Make alloc_page_buffers support circular buffer list and initialise
b_state field.
Optimize the performance by removing the buffer list traversal to create
circular buffer list.
Signed-off-by: Sean Fu <[email protected]>
---
drivers/md/bitmap.c | 2 +-
fs/buffer.c | 37 +++++++++++++++----------------------
fs/ntfs/aops.c | 2 +-
fs/ntfs/mft.c | 2 +-
include/linux/buffer_head.h | 2 +-
5 files changed, 19 insertions(+), 26 deletions(-)

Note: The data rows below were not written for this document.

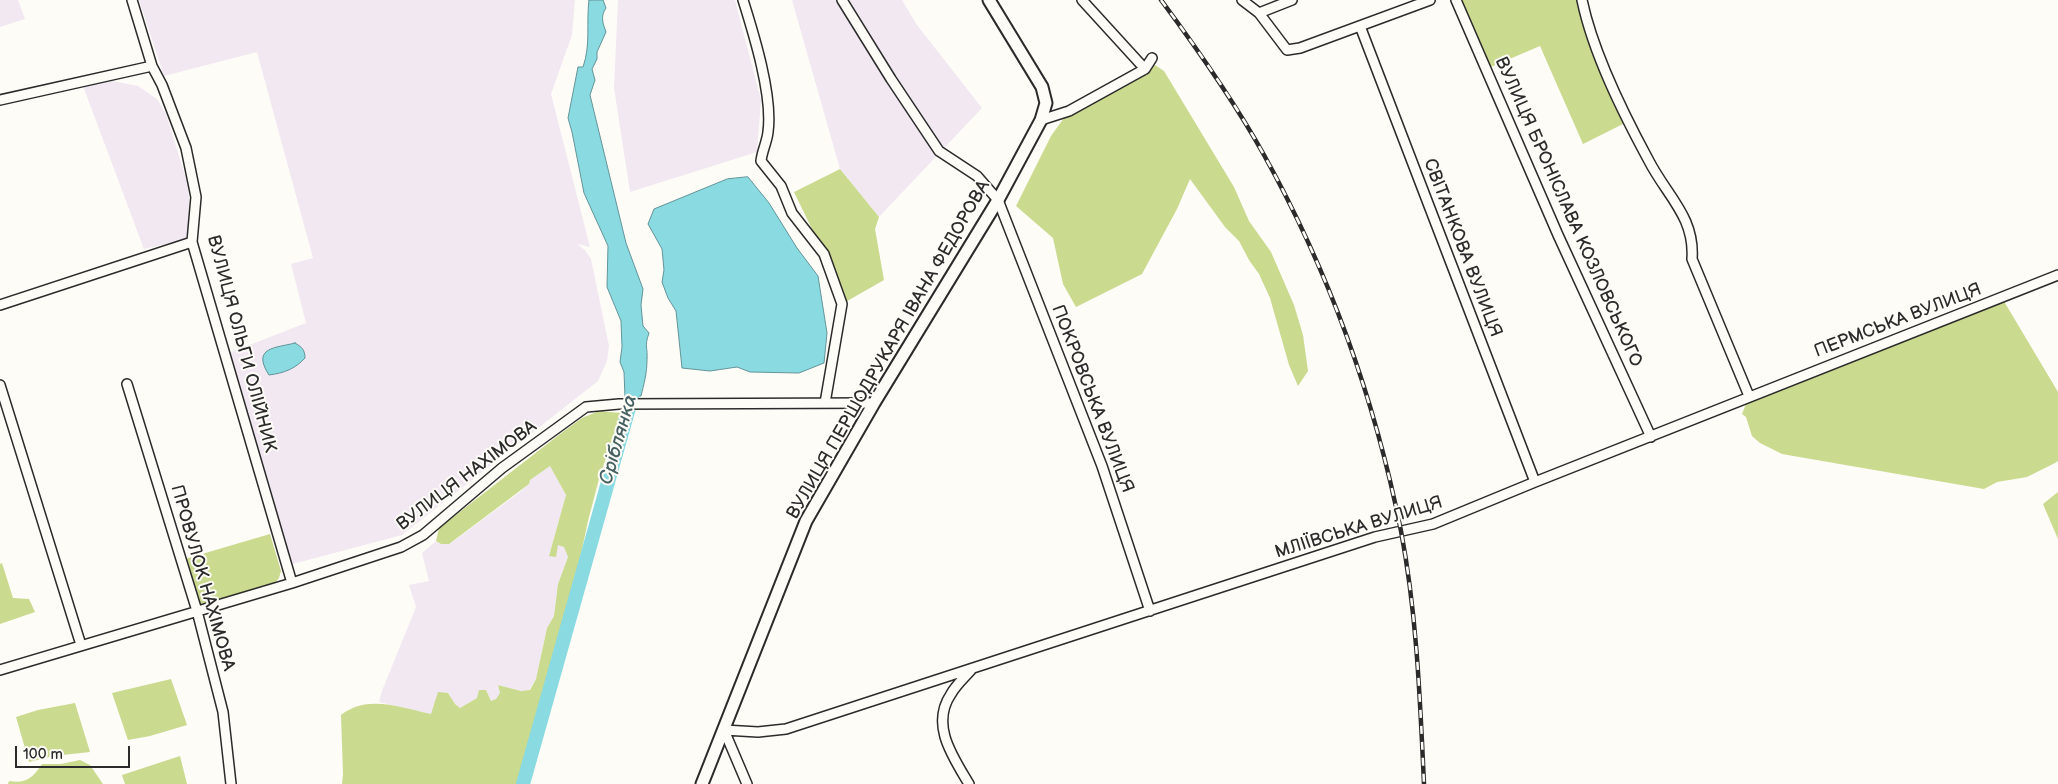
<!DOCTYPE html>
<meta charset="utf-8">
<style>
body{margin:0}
#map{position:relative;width:2058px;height:784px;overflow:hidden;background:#fdfcf7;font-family:"Balsamiq Sans",sans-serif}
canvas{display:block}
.scale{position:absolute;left:15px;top:746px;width:115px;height:22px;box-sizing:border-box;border:2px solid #2b2b2b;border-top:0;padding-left:6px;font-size:15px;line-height:18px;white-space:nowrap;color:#2b2b2b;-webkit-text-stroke:4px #fdfcf7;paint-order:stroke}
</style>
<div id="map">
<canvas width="2058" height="784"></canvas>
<div class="scale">100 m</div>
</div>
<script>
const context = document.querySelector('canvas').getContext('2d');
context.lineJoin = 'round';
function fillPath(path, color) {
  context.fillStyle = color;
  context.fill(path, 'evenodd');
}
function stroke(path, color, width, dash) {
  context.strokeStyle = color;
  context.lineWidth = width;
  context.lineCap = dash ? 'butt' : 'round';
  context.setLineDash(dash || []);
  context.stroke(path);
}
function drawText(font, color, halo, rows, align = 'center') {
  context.font = font + ' "Balsamiq Sans",sans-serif';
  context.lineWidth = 4;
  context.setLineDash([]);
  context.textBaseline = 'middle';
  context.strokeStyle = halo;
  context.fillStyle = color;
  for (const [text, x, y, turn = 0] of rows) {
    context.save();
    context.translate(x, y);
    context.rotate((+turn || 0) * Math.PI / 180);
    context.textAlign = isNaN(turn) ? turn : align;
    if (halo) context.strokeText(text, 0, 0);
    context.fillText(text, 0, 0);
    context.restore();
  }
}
fillPath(new Path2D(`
 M0,0h18l7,19 -25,8z
 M139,0h436l-3,35 -21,59 39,153 -13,-3 8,6 6,9 18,87 -2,15 -9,20 -196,154 -113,30 -60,-212 77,-30 -15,-59 22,-6 -56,-206 -93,24z
 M618,0h117l26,100 -4,52 -127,40 -16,-104z
 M792,0h110l15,25 65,83 -103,109 -39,-48z
 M107,80l31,6 19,13 9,15 22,71 3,43 -3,11 -44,10 -61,-163z
 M550,466l16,29 -17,61 9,-11 6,2 4,10 -10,27 -4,32 -7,12 -11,51 -7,11 -8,1 -23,-6 2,8 -4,6 -5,2 -5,-11 -9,8 -17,10 -5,-4 -7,-11 -17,21 -52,-12 3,-11 34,-84 -7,-22 20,-4 -7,-28 14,-12 5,3 10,-1 69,-51 9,-8 1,-4z`), '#f1e8f2');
fillPath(new Path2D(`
 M1456,0h126l5,22 42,99 -46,23 -43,-98 -54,23z
 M1155,65l9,6 70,116 15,34 22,31 23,53 9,30 5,36 -10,15 -9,-21 -19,-67 -11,-24 -10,-14 -10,-19 -14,-14 -35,-48 -13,30 -35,65 -66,33 -13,-23 -10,-46 -37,-32 35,-70 18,-25 76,-42z
 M840,169l39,48 -4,12 9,51 -42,24 -18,-50 -30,-62z
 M2002,298l56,94v69l-3,2 -28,14 -30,5 -13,7 -202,-35 -22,-11 -8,-7 -6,-19 -4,-3 7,-18z
 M599,411l22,2 -22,66 -11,42 -15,71 -50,192h-181l1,-10 -2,-59c27,-21 60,-7 90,-1l7,-22 10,1 7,11 5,4 17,-10 2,-8h7l5,11 5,-2 4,-6 -2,-8 23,6 9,-1 6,-11 11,-51 7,-12 4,-32 10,-27 -4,-10 -6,-2 -2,12 -7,-1 17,-61 -16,-29 -20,14 -1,4 -80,60h-8l-5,-3 3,-13 121,-94 22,-16z
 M2058,492v47l-15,-35z
 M270,534l11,37 -2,7 -6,7 -74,22 -14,-48z
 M2,563l11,35 16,1 6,13 -35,12v-60z
 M171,679l16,46 -37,11 -22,4 -16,-47z
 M75,703l15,49 -37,4 -24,6 -13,-45 22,-7z
 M180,756l7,28h-62l-3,-9z
 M80,760l10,5 13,19h-95l1,-3c18,3 24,-4 33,-17h19z`), '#cada8e');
const water = new Path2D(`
 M589,0h14l3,8c-6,9 -3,15 0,24l-9,20v7l-5,10 3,11 -5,15 36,148 17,46 -2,16 2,21 6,7c-5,14 -1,14 -2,27 0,13 -3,24 -6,36l-16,1 -1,-25 -4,-10 2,-15 -1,-26 -14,-34 1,-41 -24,-53 -12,-61 -4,-14 10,-51h5c8,-23 3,-43 6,-67z
 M748,177l21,26 28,45 21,28 9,57 -3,30 -25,10 -49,-1 -13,-5 -27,4 -28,-3 -6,-57 -8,-13 -6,-16 2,-12 -2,-21 -14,-25 6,-15 73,-30z
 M295,343c7,4 10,7 10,15 -10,11 -21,15 -36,17 -18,-28 7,-27 26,-32z`);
fillPath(water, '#89dae1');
stroke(water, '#639498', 1);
stroke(new Path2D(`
 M523,784l109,-387 3,-17`), '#89dae1', 14);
const minor = new Path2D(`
 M132,0l20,66 10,19 24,63 10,49 -4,45 100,341
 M743,0c11,35 30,96 25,132 -1,10 -6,19 -7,29l20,25 11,27 32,41 18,50 -17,99
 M842,0l49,79 48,72 38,25 21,24 104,266 48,145
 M1082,0l63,69
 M1242,0l17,13 28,37 13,-2 130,-48
 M1456,0l102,235 93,202
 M1582,0c11,53 41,113 67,161 18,35 46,56 43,98l57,137
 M1259,13l33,-13
 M1360,26l175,456
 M0,100l152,-34
 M1041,120l28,-9 76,-42 7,-11
 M0,305l192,-63
 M127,384l70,227 26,101 8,72
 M0,385l81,260
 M0,670l292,-87 109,-36 22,-12 79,-67 84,-61 33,-3 255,-1
 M747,784l-23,-54 34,2 28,-3 589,-192 58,-13 102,-42 523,-207
 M969,784c-16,-27 -39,-59 -18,-90 5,-9 13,-16 20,-24`);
const tertiary = new Path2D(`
 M702,784l104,-263 68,-118 124,-203 43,-80 5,-17 -4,-16 -53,-87`);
stroke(minor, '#2b2b2b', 12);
stroke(tertiary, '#2b2b2b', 15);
stroke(minor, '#fdfcf7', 9);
stroke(tertiary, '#fdfcf7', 11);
const rail = new Path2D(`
 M1161,0c37,50 73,101 103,155 65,117 111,245 137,376 16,84 19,169 23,253`);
stroke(rail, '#2b2b2b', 4.5);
stroke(rail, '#fdfcf7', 2.5, [8]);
drawText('18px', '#2b2b2b', '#fdfcf7', [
 ["ВУЛИЦЯ БРОНІСЛАВА КОЗЛОВСЬКОГО",1568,212,66],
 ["СВІТАНКОВА ВУЛИЦЯ",1462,248,69],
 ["ПЕРМСЬКА ВУЛИЦЯ",1898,321,-21],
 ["ВУЛИЦЯ ОЛЬГИ ОЛІЙНИК",241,344,75],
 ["ВУЛИЦЯ ПЕРШОДРУКАРЯ ІВАНА ФЕДОРОВА",889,350,-60],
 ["ПОКРОВСЬКА ВУЛИЦЯ",1092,399,69],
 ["ВУЛИЦЯ НАХІМОВА",467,476,-37],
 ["МЛІЇВСЬКА ВУЛИЦЯ",1359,528,-17],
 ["ПРОВУЛОК НАХІМОВА",202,578,74]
]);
drawText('italic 19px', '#476062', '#fdfcf7', [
 ["Сріблянка",619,440,-74]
]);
</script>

diff --git a/drivers/md/bitmap.c b/drivers/md/bitmap.c
index f4eace5..615a46e 100644
--- a/drivers/md/bitmap.c
+++ b/drivers/md/bitmap.c
@@ -367,7 +367,7 @@ static int read_page(struct file *file, unsigned long index,
pr_debug("read bitmap file (%dB @ %llu)\n", (int)PAGE_SIZE,
(unsigned long long)index << PAGE_SHIFT);
- bh = alloc_page_buffers(page, 1<<inode->i_blkbits, 0);
+ bh = alloc_page_buffers(page, 1<<inode->i_blkbits, 0, 0, 0);
if (!bh) {
ret = -ENOMEM;
goto out;
diff --git a/fs/buffer.c b/fs/buffer.c
index 161be58..8111eca 100644
--- a/fs/buffer.c
+++ b/fs/buffer.c
@@ -864,9 +864,9 @@ int remove_inode_buffers(struct inode *inode)
* which may not fail from ordinary buffer allocations.
*/
struct buffer_head *alloc_page_buffers(struct page *page, unsigned long size,
- int retry)
+ int retry, int circular, unsigned long b_state)
{
- struct buffer_head *bh, *head;
+ struct buffer_head *bh, *head, *tail;
long offset;
try_again:
@@ -879,13 +879,21 @@ struct buffer_head *alloc_page_buffers(struct page *page, unsigned long size,
bh->b_this_page = head;
bh->b_blocknr = -1;
- head = bh;
+ if (head == NULL)
+ tail = bh;
+
+ head = bh;
+ bh->b_state = b_state;
bh->b_size = size;
/* Link the buffer to its page */
set_bh_page(bh, page, offset);
}
+
+ if (circular)
+ tail->b_this_page = head;
+
return head;
/*
* In case anything failed, we just free everything we got.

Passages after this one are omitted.